[Start of section]

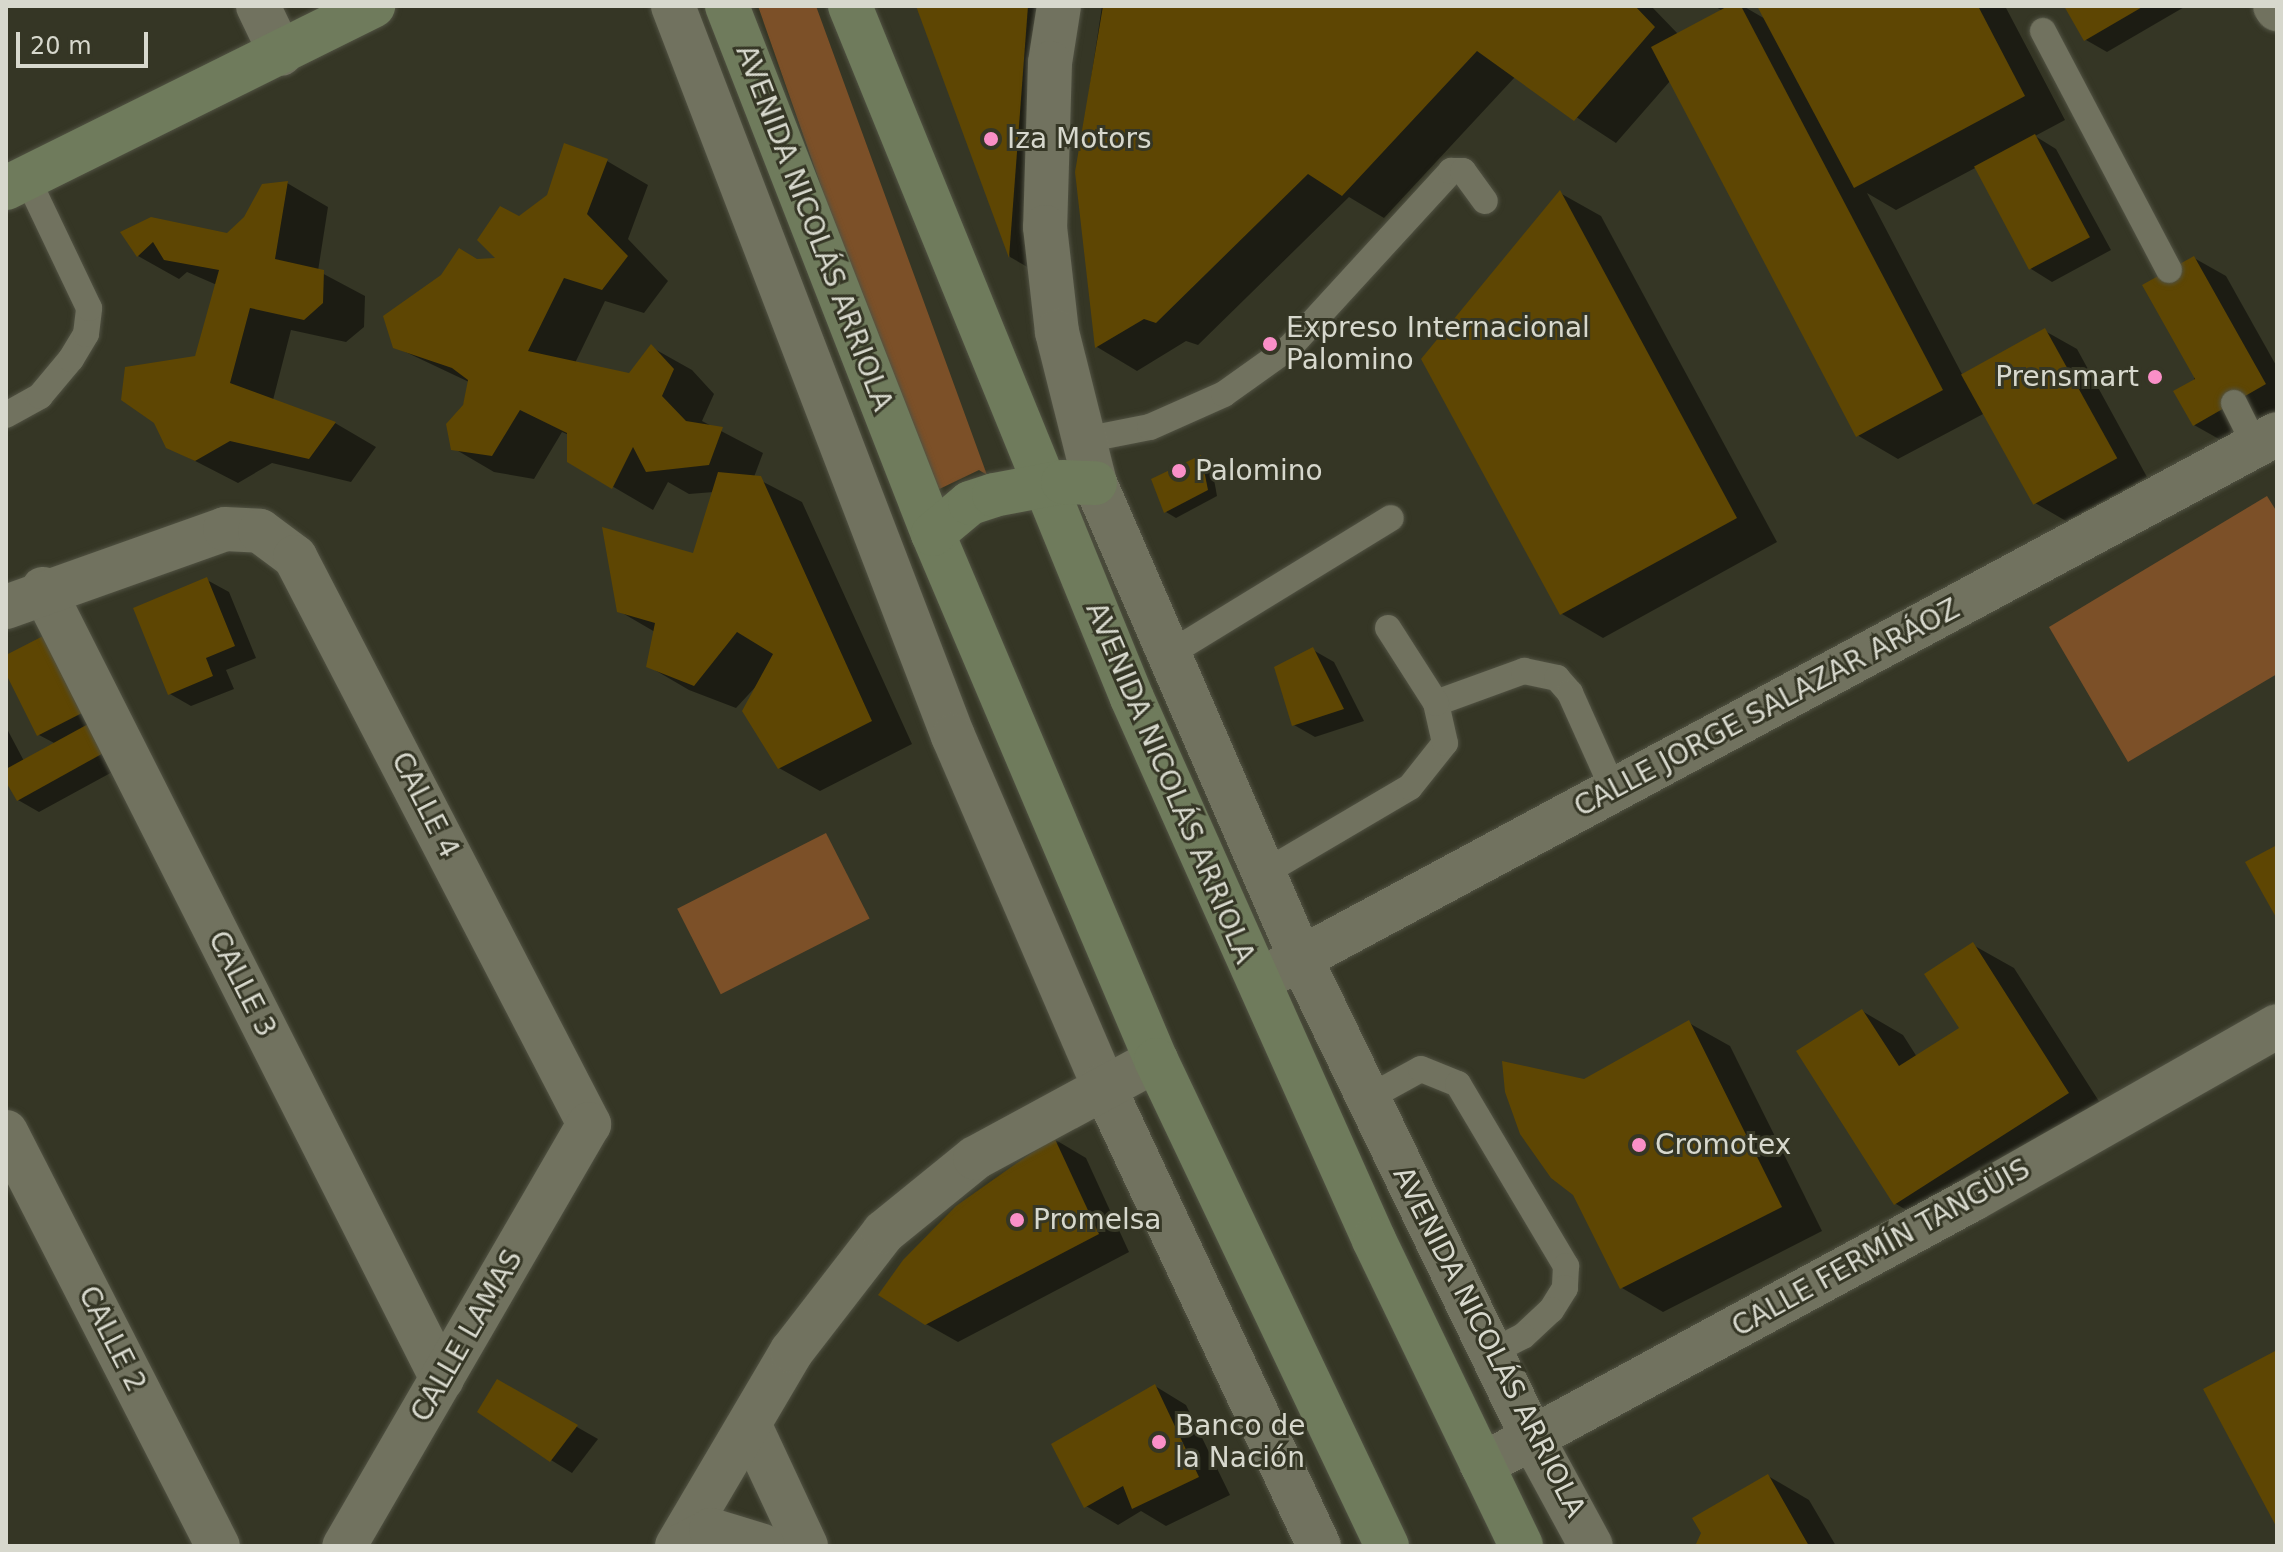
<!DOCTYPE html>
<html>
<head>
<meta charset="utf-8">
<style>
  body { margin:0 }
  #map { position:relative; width:2283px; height:1552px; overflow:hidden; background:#353625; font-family:"DejaVu Sans",sans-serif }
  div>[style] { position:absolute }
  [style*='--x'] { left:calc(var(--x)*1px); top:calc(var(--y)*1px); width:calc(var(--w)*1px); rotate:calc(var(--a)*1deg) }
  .green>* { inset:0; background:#7c5028; transform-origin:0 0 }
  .shadow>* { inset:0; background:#0007 }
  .building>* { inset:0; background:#5e4603; transform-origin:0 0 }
  .roads { filter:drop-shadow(0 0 2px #515243) drop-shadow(0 0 2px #515243) }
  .lane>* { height:26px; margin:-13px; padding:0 13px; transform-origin:13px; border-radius:13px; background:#71725f }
  .street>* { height:44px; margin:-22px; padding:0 22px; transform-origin:22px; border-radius:22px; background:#71725f }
  .secondary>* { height:44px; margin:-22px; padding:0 22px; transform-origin:22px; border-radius:22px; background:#6f7b5c }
  .dots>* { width:22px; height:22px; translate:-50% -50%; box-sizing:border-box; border:4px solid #353625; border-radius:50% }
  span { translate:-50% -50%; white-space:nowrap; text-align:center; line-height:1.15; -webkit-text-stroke:6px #353625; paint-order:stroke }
  .poi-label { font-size:28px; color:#d7d8cd }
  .left { translate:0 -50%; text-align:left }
  .right { translate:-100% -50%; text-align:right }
  .street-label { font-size:28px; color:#d7d8cd }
  .frame { position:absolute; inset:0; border:8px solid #d7d8cd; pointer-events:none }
  .scale { position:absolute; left:16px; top:32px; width:132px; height:36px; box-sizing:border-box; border:4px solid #d7d8cd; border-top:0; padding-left:10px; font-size:24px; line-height:28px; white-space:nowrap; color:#d7d8cd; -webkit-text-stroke:6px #353625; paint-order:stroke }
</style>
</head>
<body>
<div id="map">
  <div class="green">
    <div style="clip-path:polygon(758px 6px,816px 6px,987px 475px,979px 470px,929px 494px)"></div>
    <div style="clip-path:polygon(2267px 496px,2277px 512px,2277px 674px,2128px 762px,2049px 627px)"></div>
    <div style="left:826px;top:833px;width:96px;height:167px;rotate:63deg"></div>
  </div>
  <div class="shadow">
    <div style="clip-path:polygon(918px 6px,1073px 6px,1050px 280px,1010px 257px)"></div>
    <div style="clip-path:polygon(1102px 6px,1651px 6px,1679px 35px,1723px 11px,1714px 6px,1743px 6px,1767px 20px,1760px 6px,2005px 6px,2065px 120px,2035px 136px,2056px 149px,2111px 250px,2052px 282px,2031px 269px,1977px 167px,1896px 210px,1867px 193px,1963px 376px,2045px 331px,2077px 349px,2147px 477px,2066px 521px,2035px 503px,1985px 413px,1898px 459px,1857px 435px,1671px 80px,1616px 143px,1515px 77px,1384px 218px,1349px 197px,1198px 345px,1186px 341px,1137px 371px,1097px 347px,1077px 172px)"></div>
    <div style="clip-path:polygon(2066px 6px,2186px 6px,2107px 52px,2086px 40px)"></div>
    <div style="clip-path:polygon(607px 161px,648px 185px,628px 239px,668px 281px,644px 313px,605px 301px,575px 363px,630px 376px,651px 347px,692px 370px,714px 394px,702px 421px,763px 453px,754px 477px,802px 502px,912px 744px,820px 791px,779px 768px,761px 681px,736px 708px,689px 690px,648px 666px,655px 632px,619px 611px,695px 555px,714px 492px,689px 494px,668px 482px,653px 510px,569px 461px,569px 435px,562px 432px,534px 479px,494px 472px,453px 448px,469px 382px,395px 347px,477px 261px,499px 260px,519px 218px)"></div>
    <div style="clip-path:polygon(287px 183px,328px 207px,318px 271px,365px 296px,364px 327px,346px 342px,291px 330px,273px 400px,335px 423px,376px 447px,351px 482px,272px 463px,238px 483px,168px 447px,217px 285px,187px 272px,179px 279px,138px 256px,123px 233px,228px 236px)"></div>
    <div style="clip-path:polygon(1560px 193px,1601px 216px,1777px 542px,1603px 638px,1562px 614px)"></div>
    <div style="clip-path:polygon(2194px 258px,2226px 276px,2277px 367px,2277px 414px,2226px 443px,2194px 425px)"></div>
    <div style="clip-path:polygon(1201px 457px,1211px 463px,1217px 496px,1176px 518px,1166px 512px)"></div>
    <div style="clip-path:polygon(207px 580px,229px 592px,256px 658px,226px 670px,234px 689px,191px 706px,170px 694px)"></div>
    <div style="clip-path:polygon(43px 638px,127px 764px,39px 812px,18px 800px,6px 778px,6px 727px,24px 761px,56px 744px,39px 735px,6px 669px,6px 657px)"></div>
    <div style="clip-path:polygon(1313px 650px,1334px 662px,1364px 721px,1315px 737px,1294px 725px)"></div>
    <div style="clip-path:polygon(1973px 945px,2014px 968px,2109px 1117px,1937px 1228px,1896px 1204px,1799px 1052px,1862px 1011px,1903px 1035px,1917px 1057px,1962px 1028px)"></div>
    <div style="clip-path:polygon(1689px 1023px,1730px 1046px,1822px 1231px,1663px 1312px,1622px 1288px,1585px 1081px)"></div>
    <div style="clip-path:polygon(1054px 1139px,1086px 1158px,1129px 1252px,958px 1342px,926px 1324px)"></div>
    <div style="clip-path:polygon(498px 1382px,598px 1439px,572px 1473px,551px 1460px)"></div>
    <div style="clip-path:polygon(1155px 1386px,1186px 1405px,1230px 1495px,1166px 1526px,1141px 1511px,1118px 1525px,1086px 1506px)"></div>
    <div style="clip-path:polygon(1768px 1476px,1809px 1500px,1836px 1546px,1698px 1546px)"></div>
  </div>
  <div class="building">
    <div style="clip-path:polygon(916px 6px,1028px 6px,1009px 258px)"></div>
    <div style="clip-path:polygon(1103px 6px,1635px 6px,1655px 27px,1574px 121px,1477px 51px,1342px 196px,1308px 174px,1156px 323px,1144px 319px,1095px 348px,1075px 172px)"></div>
    <div style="clip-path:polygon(1728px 6px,1741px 6px,1943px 390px,1856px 437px,1651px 47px)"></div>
    <div style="clip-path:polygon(1757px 6px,1978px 6px,2025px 96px,1854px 188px)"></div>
    <div style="clip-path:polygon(2064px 6px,2144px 6px,2084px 41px)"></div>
    <div style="left:2035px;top:134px;width:117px;height:69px;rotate:62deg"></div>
    <div style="clip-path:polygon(564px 143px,608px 159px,587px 214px,628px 256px,602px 290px,564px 278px,528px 351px,629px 373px,651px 344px,674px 369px,662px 396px,686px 421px,723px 427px,709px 465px,646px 472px,633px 447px,612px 489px,567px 462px,567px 433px,520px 410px,492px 456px,451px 450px,446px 424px,463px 405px,468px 380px,452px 368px,393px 348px,383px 316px,441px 275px,459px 248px,477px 259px,495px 258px,477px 240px,500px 206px,519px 216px,547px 195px)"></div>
    <div style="clip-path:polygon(288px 181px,275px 259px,324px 270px,323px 303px,304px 320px,250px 308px,230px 383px,336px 422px,309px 459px,230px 441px,195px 461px,166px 448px,154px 423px,121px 400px,125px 367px,195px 356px,219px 270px,164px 260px,153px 242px,137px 257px,120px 232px,151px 217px,227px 233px,244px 217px,262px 184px)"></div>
    <div style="clip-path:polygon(1560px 190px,1737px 518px,1560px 615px,1421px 359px)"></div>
    <div style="clip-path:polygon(2194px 256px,2266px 384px,2193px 426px,2173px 391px,2195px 379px,2142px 285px)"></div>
    <div style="left:2045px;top:328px;width:149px;height:96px;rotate:61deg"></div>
    <div style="clip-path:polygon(1201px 455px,1208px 490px,1164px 513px,1151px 479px)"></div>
    <div style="clip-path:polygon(718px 472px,761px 476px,872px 721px,778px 769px,742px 711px,773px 654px,737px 632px,694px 686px,646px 667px,655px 623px,617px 612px,602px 527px,693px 553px)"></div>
    <div style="clip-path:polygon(207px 577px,235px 646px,206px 658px,213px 676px,168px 695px,133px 608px)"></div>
    <div style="clip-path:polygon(43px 636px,82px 713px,37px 736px,6px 674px,6px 655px)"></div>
    <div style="clip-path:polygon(1313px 647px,1344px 709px,1292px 726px,1274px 667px)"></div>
    <div style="clip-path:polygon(90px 723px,107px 751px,17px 801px,6px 782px,6px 769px)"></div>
    <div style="clip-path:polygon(2277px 845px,2277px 919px,2245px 862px)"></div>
    <div style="clip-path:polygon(1973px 942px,2069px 1093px,1894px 1205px,1796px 1051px,1862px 1009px,1899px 1066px,1959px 1028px,1924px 974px)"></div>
    <div style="clip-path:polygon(1689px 1020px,1782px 1207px,1620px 1289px,1573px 1195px,1551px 1178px,1520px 1134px,1505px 1092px,1502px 1061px,1584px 1079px)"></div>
    <div style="clip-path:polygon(1054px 1137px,1099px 1234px,925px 1325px,878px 1295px,903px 1260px,956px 1206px)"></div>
    <div style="clip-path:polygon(2277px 1350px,2277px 1528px,2203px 1389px)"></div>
    <div style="clip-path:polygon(497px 1379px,578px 1425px,550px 1462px,477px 1412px)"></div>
    <div style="clip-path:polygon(1155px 1384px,1199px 1477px,1132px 1509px,1123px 1486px,1084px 1508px,1051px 1444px)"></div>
    <div style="clip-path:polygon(1768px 1474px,1809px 1546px,1695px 1546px,1701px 1533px,1692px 1518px)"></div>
  </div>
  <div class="roads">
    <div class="lane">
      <div style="--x:2043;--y:31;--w:270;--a:62.2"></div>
      <div style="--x:2234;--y:403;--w:47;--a:63.4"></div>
      <div style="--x:6;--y:415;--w:39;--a:-29"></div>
      <div style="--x:40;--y:396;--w:48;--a:-50"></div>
      <div style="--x:71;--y:359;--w:29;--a:-59"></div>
      <div style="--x:86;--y:334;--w:26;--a:-83"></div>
      <div style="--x:89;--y:308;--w:144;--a:-115.5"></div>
      <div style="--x:1084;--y:440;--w:67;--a:-11.1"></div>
      <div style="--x:1150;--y:427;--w:81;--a:-24"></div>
      <div style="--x:1224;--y:394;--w:81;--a:-35.5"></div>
      <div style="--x:1290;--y:347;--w:239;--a:-47.5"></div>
      <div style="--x:1451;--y:171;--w:12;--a:0"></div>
      <div style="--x:1463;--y:171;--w:37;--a:54"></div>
      <div style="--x:1169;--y:654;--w:260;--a:-31.5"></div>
      <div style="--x:1436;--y:703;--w:94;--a:-20"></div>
      <div style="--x:1524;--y:671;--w:34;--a:12"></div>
      <div style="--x:1557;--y:678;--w:20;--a:49"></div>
      <div style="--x:1570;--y:693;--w:107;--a:65.8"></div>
      <div style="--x:1264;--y:873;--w:169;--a:-30.5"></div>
      <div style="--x:1410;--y:787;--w:56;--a:-51.5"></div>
      <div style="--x:1445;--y:743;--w:41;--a:-102.7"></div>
      <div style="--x:1436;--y:703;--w:89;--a:-122.6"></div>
      <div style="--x:1368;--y:1098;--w:60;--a:-28.7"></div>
      <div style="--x:1421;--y:1069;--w:40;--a:22"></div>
      <div style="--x:1458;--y:1084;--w:212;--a:59.3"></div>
      <div style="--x:1566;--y:1266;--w:22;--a:93"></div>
      <div style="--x:1565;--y:1288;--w:26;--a:122"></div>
      <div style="--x:1551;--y:1310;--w:38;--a:137"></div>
      <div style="--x:1523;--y:1336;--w:36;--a:153"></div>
    </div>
    <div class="street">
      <div style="--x:258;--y:6;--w:53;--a:64.4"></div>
      <div style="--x:673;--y:6;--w:782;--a:69.02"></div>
      <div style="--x:953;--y:736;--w:380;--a:66.7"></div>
      <div style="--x:1103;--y:1085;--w:509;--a:64.89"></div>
      <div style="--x:1059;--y:6;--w:58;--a:99"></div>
      <div style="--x:1050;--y:63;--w:164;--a:91.7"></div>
      <div style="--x:1045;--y:227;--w:106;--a:83.5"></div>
      <div style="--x:1057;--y:332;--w:156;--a:75.9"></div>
      <div style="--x:1095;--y:483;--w:519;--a:66.6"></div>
      <div style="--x:1301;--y:959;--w:535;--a:64.2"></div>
      <div style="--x:1534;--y:1441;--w:119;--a:61.5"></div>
      <div style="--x:2275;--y:6;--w:4;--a:56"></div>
      <div style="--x:43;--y:589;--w:885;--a:63.2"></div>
      <div style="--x:6;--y:607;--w:232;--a:-19.6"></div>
      <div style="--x:225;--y:529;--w:35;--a:3"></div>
      <div style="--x:260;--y:531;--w:44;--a:36.6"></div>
      <div style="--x:295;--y:557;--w:639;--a:62.59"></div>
      <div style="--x:589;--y:1124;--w:488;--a:120.1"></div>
      <div style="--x:1275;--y:972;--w:1137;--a:-28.23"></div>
      <div style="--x:6;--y:1132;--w:465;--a:62.9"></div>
      <div style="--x:751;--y:1428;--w:130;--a:65"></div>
      <div style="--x:1482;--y:1465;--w:558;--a:-28.45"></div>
      <div style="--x:1973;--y:1199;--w:350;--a:-29.6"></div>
      <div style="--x:677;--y:1546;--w:226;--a:-59.5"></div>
      <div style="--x:792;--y:1351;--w:150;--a:-52.3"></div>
      <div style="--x:884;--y:1232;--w:117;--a:-39.1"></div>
      <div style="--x:975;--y:1158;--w:206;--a:-28.4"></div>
      <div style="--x:681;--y:1546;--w:34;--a:-28"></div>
      <div style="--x:711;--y:1530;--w:54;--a:17.1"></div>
    </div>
    <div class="secondary">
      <div style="--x:727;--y:6;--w:567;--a:68.69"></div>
      <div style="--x:933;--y:534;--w:571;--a:67.03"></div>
      <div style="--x:1156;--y:1060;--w:538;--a:64.58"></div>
      <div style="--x:850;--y:6;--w:747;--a:67.83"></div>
      <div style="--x:1132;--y:698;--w:594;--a:65.94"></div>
      <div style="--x:1374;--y:1240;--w:339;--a:64.3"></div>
      <div style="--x:6;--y:188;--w:410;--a:-26.4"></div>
      <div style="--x:933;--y:534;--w:48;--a:-40"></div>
      <div style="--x:970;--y:503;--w:25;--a:-18"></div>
      <div style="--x:994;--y:495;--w:70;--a:-10.7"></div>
      <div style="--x:1063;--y:482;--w:32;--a:2"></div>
    </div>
  </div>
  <div class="dots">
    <div style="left:991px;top:139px;background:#fa8fc7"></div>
    <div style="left:1270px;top:344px;background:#fa8fc7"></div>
    <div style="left:2155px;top:377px;background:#fa8fc7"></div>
    <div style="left:1179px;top:471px;background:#fa8fc7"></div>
    <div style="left:1639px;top:1145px;background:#fa8fc7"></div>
    <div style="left:1017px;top:1220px;background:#fa8fc7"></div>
    <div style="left:1159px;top:1442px;background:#fa8fc7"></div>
  </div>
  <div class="poi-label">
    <span class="left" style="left:1007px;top:139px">Iza Motors</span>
    <span class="left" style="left:1286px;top:344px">Expreso Internacional<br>Palomino</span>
    <span class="right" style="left:2139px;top:377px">Prensmart</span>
    <span class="left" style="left:1195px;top:471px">Palomino</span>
    <span class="left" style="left:1655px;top:1145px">Cromotex</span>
    <span class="left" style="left:1033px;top:1220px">Promelsa</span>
    <span class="left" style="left:1175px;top:1442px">Banco de<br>la Nación</span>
  </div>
  <div class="street-label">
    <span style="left:814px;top:228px;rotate:69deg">AVENIDA NICOLÁS ARRIOLA</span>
    <span style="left:1767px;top:708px;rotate:-28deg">CALLE JORGE SALAZAR ARÁOZ</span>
    <span style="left:1170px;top:783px;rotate:67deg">AVENIDA NICOLÁS ARRIOLA</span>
    <span style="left:425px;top:805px;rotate:63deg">CALLE 4</span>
    <span style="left:242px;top:984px;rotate:63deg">CALLE 3</span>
    <span style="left:1881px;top:1248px;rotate:-29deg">CALLE FERMÍN TANGÜIS</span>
    <span style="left:467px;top:1336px;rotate:-60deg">CALLE LAMAS</span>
    <span style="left:112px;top:1339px;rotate:63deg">CALLE 2</span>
    <span style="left:1489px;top:1342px;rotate:63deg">AVENIDA NICOLÁS ARRIOLA</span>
  </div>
  <div class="frame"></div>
  <div class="scale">20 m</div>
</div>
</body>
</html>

[End of section]

#### [Task statement]
Take the lines above from the top of the records through the one with "filter:drop-shadow(0 0 2px" and repeat them exactly, without any pictures.

#### [Answer to this problem]
<!DOCTYPE html>
<html>
<head>
<meta charset="utf-8">
<style>
  body { margin:0 }
  #map { position:relative; width:2283px; height:1552px; overflow:hidden; background:#353625; font-family:"DejaVu Sans",sans-serif }
  div>[style] { position:absolute }
  [style*='--x'] { left:calc(var(--x)*1px); top:calc(var(--y)*1px); width:calc(var(--w)*1px); rotate:calc(var(--a)*1deg) }
  .green>* { inset:0; background:#7c5028; transform-origin:0 0 }
  .shadow>* { inset:0; background:#0007 }
  .building>* { inset:0; background:#5e4603; transform-origin:0 0 }
  .roads { filter:drop-shadow(0 0 2px #515243) drop-shadow(0 0 2px #515243) }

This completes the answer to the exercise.